## AIM OF THE TASK
The data below is to be copied exactly, line by line.
---- DATA EXTRACTS
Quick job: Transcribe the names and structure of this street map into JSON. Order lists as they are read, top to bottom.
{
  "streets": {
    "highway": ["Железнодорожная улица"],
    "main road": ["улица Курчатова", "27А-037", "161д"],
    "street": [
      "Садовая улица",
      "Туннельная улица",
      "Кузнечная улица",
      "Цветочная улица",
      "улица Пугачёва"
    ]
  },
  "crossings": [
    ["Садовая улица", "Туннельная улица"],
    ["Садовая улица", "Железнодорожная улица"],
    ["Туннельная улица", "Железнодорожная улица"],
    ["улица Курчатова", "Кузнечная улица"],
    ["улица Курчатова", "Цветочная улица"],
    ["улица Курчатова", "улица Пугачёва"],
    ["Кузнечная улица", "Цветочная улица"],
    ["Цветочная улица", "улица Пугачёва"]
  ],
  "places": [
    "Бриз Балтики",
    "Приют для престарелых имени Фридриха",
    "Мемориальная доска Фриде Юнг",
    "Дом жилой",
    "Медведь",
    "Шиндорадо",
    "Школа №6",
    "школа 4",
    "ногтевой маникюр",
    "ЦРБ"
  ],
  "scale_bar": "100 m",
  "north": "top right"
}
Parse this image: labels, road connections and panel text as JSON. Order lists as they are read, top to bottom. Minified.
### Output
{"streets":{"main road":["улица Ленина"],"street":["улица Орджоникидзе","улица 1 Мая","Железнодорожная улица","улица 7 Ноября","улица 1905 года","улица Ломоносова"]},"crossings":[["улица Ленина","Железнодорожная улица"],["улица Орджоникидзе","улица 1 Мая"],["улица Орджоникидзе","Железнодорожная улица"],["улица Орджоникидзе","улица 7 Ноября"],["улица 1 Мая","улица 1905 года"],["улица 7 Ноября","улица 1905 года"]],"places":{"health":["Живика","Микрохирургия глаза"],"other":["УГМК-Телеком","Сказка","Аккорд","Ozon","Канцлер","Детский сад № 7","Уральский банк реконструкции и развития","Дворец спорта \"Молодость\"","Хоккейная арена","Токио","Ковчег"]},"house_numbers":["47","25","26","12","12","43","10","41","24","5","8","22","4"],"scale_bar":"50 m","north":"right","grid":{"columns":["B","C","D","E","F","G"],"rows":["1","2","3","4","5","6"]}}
--------
## ANSWER SPACE
Quick job: Transcribe the names and structure of this street map into JSON. Order lists as they are read, top to bottom.
{
  "streets": {
    "highway": ["Железнодорожная улица"],
    "main road": ["улица Курчатова", "27А-037", "161д"],
    "street": [
      "Садовая улица",
      "Туннельная улица",
      "Кузнечная улица",
      "Цветочная улица",
      "улица Пугачёва"
    ]
  },
  "crossings": [
    ["Садовая улица", "Туннельная улица"],
    ["Садовая улица", "Железнодорожная улица"],
    ["Туннельная улица", "Железнодорожная улица"],
    ["улица Курчатова", "Кузнечная улица"],
    ["улица Курчатова", "Цветочная улица"],
    ["улица Курчатова", "улица Пугачёва"],
    ["Кузнечная улица", "Цветочная улица"],
    ["Цветочная улица", "улица Пугачёва"]
  ],
  "places": [
    "Бриз Балтики",
    "Приют для престарелых имени Фридриха",
    "Мемориальная доска Фриде Юнг",
    "Дом жилой",
    "Медведь",
    "Шиндорадо",
    "Школа №6",
    "школа 4",
    "ногтевой маникюр",
    "ЦРБ"
  ],
  "scale_bar": "100 m",
  "north": "top right"
}
Parse this image: labels, road connections and panel text as JSON. Order lists as they are read, top to bottom. Minified.
### Output
{"streets":{"main road":["улица Ленина"],"street":["улица Орджоникидзе","улица 1 Мая","Железнодорожная улица","улица 7 Ноября","улица 1905 года","улица Ломоносова"]},"crossings":[["улица Ленина","Железнодорожная улица"],["улица Орджоникидзе","улица 1 Мая"],["улица Орджоникидзе","Железнодорожная улица"],["улица Орджоникидзе","улица 7 Ноября"],["улица 1 Мая","улица 1905 года"],["улица 7 Ноября","улица 1905 года"]],"places":{"health":["Живика","Микрохирургия глаза"],"other":["УГМК-Телеком","Сказка","Аккорд","Ozon","Канцлер","Детский сад № 7","Уральский банк реконструкции и развития","Дворец спорта \"Молодость\"","Хоккейная арена","Токио","Ковчег"]},"house_numbers":["47","25","26","12","12","43","10","41","24","5","8","22","4"],"scale_bar":"50 m","north":"right","grid":{"columns":["B","C","D","E","F","G"],"rows":["1","2","3","4","5","6"]}}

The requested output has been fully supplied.